Given information:
[Start of Attachment]

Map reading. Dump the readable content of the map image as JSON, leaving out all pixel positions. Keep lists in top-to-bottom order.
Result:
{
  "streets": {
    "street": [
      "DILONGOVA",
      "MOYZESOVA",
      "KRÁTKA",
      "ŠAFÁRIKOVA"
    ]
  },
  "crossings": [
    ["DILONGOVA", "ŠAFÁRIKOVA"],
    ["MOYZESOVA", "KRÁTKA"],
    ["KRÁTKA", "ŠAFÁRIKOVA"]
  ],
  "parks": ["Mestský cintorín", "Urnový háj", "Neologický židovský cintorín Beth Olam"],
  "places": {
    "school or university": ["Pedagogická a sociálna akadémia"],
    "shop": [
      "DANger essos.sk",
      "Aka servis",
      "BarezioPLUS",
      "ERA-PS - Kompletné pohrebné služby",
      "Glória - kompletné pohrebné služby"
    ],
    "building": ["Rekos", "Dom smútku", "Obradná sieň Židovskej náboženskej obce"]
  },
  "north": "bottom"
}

[End of Attachment]
[Start of Attachment]

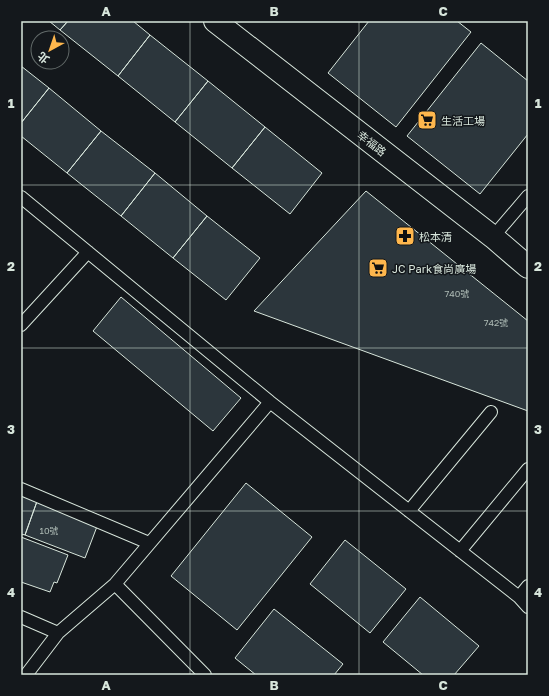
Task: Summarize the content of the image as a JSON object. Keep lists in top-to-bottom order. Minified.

[End of Attachment]

Exercise brief: In the lines above, find the word "content" and copy each line that contains it.

Answer below:
Map reading. Dump the readable content of the map image as JSON, leaving out all pixel positions. Keep lists in top-to-bottom order.
Task: Summarize the content of the image as a JSON object. Keep lists in top-to-bottom order. Minified.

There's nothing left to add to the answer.